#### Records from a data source
========================

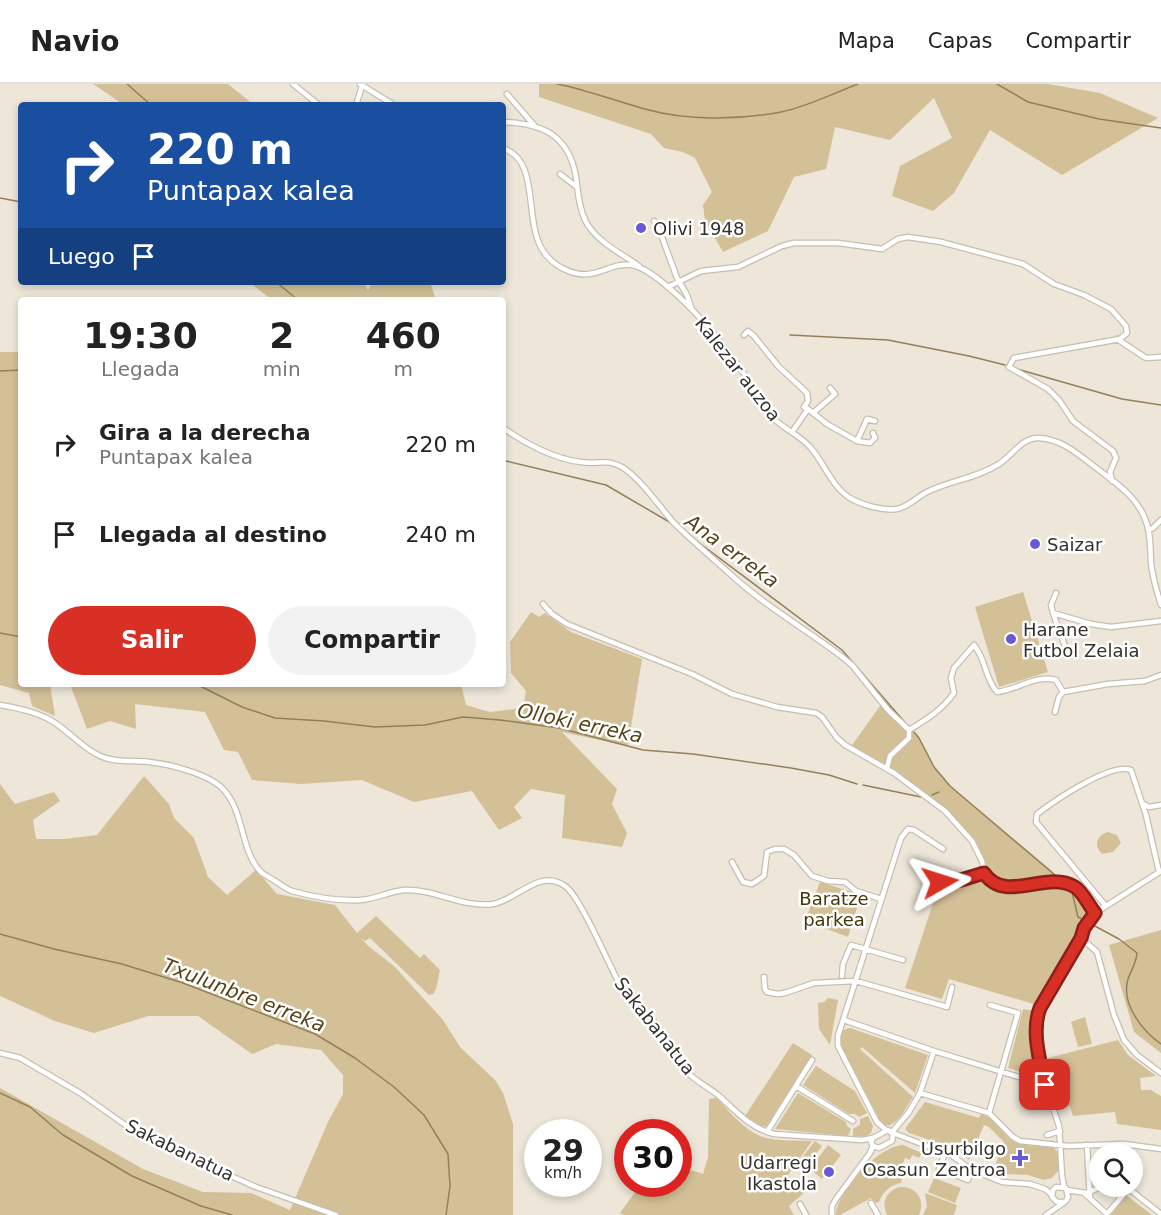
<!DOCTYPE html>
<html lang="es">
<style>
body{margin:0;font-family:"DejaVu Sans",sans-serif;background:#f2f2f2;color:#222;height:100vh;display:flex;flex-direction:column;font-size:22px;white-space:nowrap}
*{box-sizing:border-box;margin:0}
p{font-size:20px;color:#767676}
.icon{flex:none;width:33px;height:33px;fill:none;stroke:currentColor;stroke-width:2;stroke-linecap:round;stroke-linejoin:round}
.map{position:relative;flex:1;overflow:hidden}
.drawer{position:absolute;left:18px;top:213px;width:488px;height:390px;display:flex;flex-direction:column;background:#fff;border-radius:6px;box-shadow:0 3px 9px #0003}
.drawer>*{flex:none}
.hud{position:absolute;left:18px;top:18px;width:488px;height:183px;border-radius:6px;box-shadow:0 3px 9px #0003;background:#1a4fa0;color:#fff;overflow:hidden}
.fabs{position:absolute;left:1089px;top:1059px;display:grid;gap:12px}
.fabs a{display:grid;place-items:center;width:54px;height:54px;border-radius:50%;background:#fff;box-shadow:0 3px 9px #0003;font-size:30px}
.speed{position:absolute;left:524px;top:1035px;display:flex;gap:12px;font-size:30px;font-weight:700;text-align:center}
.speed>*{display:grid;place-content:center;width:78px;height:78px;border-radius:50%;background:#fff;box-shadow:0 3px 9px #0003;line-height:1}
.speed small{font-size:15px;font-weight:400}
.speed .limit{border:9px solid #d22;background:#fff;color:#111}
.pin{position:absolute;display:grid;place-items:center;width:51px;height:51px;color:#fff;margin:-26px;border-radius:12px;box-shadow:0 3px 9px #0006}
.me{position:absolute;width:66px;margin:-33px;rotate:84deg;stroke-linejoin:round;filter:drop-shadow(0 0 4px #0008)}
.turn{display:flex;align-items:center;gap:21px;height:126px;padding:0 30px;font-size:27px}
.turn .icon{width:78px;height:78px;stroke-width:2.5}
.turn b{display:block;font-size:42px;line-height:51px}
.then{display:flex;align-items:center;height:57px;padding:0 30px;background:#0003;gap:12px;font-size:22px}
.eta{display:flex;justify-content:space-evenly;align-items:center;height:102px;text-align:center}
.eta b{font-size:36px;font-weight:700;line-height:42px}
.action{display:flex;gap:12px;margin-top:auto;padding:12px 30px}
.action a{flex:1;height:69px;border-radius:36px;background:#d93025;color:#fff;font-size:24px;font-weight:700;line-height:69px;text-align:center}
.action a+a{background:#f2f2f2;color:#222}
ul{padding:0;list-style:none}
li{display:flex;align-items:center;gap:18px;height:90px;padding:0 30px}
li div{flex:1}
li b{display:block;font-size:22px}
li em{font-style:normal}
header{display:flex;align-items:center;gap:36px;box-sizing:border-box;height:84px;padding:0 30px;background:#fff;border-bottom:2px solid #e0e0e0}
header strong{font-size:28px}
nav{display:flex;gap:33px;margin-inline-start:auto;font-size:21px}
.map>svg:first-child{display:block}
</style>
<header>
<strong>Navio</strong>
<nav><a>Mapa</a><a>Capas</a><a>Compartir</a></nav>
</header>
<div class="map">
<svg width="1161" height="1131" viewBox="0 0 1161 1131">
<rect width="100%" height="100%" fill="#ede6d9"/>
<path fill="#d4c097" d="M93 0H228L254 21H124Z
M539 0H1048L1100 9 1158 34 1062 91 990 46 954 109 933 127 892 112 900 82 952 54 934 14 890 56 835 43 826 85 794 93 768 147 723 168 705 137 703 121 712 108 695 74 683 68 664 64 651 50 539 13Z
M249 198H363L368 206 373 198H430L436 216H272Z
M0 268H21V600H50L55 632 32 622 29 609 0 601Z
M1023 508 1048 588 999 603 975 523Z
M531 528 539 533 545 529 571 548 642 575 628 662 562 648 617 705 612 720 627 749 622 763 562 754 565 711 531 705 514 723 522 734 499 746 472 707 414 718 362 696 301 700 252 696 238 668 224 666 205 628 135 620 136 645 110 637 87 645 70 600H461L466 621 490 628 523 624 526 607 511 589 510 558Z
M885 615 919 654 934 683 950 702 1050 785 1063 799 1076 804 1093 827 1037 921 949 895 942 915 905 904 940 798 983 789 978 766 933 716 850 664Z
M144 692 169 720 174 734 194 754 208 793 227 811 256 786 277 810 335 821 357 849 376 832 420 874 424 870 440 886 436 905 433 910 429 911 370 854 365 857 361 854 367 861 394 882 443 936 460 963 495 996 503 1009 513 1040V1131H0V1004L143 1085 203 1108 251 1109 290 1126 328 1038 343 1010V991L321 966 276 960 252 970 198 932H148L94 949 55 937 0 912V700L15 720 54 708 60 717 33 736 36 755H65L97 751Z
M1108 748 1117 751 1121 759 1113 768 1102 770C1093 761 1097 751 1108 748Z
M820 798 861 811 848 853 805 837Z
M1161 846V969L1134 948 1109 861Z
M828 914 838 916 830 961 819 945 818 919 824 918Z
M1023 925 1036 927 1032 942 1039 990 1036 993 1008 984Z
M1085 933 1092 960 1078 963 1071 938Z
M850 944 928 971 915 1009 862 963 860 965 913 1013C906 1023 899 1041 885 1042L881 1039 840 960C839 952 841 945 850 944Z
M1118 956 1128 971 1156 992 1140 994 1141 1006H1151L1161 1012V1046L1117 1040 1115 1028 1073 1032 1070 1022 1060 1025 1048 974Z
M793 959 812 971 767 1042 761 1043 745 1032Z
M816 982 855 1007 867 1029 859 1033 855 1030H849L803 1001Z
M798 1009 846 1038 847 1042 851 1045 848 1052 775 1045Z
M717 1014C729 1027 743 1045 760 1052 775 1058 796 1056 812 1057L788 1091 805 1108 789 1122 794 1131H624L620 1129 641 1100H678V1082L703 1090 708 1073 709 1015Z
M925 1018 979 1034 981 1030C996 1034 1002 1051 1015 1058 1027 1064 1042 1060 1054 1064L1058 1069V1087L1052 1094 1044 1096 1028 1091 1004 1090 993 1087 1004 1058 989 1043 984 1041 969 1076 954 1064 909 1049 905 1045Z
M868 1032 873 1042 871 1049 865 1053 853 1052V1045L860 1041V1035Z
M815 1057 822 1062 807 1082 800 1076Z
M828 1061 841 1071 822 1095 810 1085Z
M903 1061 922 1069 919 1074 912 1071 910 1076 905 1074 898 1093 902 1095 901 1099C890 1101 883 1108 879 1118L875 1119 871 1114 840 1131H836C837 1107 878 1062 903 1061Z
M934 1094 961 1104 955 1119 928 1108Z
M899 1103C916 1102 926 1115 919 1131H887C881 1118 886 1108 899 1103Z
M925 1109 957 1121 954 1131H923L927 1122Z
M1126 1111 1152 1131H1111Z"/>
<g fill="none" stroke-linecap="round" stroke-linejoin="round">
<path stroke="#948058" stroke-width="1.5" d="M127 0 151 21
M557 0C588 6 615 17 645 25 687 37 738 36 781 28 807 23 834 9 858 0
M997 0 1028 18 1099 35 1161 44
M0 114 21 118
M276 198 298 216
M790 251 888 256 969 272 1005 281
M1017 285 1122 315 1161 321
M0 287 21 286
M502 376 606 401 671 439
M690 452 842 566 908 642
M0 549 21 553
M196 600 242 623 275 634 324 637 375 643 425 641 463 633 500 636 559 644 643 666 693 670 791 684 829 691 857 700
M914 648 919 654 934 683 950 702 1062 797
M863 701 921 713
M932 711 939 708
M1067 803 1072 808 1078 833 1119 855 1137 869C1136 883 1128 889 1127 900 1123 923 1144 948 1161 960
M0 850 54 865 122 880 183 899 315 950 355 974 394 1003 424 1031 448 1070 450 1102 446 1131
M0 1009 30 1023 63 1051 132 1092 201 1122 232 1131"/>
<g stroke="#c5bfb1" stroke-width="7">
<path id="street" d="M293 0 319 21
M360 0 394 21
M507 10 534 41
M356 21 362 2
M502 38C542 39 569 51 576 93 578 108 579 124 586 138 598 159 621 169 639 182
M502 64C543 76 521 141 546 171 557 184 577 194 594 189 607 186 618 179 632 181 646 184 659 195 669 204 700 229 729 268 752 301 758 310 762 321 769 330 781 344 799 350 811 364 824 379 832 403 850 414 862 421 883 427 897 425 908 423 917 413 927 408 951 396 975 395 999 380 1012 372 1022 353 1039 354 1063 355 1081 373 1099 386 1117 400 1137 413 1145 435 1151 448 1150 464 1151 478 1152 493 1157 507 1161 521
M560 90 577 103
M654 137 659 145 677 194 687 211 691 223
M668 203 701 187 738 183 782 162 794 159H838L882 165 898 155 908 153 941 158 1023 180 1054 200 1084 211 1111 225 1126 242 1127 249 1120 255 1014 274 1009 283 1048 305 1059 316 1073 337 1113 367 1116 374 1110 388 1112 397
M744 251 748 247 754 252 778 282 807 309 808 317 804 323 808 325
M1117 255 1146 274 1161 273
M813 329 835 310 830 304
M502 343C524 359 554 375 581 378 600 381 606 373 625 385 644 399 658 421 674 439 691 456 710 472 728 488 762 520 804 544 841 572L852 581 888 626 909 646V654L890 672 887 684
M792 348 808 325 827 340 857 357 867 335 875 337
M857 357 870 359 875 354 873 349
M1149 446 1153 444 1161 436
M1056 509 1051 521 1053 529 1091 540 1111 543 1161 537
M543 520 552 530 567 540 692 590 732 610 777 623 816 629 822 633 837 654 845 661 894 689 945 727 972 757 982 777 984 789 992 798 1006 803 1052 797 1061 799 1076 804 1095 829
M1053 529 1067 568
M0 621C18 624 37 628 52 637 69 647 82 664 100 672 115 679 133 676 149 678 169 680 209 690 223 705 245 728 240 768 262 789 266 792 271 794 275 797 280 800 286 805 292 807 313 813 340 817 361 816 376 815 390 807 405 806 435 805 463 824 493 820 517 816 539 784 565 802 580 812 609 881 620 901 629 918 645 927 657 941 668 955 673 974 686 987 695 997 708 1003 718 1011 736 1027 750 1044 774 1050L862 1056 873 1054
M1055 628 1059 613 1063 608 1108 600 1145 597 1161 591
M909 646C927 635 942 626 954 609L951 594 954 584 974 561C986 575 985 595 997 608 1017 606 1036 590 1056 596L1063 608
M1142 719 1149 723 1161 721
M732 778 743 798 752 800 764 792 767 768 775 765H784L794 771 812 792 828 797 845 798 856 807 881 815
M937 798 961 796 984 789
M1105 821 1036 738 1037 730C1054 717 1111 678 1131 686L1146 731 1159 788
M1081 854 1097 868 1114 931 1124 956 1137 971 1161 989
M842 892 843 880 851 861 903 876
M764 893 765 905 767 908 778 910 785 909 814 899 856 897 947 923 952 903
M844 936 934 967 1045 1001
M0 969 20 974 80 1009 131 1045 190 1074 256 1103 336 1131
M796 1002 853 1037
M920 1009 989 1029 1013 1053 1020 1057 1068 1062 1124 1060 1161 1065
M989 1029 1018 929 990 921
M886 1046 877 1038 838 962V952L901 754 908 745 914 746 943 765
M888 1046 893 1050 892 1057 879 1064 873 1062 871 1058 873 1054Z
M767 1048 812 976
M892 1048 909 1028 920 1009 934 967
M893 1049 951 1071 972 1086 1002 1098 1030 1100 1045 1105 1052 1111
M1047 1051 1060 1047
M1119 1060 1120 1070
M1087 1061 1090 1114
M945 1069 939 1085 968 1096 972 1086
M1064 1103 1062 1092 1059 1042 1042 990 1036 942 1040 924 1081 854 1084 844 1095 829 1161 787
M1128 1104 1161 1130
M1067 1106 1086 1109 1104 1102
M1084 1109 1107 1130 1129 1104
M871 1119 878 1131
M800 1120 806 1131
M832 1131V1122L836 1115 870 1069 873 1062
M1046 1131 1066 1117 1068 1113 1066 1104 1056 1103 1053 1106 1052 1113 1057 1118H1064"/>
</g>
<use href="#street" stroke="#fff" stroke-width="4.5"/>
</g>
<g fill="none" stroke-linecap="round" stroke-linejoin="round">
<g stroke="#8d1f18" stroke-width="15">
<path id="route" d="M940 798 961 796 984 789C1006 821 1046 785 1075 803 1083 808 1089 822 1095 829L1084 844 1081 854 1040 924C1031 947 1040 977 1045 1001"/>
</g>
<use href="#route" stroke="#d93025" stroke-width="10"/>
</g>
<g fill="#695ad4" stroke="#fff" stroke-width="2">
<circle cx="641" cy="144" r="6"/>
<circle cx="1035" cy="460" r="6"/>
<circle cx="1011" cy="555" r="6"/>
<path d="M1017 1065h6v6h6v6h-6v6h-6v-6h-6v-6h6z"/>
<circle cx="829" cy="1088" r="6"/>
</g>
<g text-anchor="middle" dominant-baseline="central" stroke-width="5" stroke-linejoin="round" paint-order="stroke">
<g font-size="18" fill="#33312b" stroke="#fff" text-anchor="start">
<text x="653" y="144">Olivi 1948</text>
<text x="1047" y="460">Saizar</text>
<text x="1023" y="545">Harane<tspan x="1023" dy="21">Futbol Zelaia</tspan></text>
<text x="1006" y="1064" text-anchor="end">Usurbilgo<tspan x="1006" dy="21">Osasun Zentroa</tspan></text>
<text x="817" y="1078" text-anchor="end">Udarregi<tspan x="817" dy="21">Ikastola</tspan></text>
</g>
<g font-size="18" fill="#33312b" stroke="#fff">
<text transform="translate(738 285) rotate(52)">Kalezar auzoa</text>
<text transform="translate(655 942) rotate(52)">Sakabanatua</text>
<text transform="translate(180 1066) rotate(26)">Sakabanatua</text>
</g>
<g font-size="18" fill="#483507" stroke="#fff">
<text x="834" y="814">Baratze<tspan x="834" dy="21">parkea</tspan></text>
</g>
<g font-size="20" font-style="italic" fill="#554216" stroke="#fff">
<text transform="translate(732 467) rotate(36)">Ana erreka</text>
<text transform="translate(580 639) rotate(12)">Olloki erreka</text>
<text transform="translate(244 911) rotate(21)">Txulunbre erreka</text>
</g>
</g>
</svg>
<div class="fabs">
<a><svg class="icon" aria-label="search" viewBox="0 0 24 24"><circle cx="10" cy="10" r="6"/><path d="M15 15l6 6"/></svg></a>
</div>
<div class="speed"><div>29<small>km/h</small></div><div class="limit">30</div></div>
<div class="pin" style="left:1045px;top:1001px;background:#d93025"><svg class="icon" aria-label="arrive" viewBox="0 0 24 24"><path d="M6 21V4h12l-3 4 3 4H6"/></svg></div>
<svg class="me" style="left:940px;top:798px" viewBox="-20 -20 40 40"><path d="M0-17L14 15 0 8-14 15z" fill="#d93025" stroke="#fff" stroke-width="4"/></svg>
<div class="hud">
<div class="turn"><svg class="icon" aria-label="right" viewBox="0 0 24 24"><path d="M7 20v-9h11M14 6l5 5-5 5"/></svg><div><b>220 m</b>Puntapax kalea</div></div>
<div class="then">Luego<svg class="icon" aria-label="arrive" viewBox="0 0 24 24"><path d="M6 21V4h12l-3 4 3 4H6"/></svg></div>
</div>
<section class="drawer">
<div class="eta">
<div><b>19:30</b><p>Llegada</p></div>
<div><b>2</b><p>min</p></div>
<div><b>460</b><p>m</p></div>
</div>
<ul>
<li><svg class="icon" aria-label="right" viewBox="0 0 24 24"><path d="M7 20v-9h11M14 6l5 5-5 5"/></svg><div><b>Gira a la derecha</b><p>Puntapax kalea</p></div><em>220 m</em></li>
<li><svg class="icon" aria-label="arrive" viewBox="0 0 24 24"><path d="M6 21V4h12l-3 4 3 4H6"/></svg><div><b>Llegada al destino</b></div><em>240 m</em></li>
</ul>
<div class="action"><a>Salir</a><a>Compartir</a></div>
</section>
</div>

========================

In the records above, how many lines hold the string "column"? Respond with that number only.

#### Answer for the task
2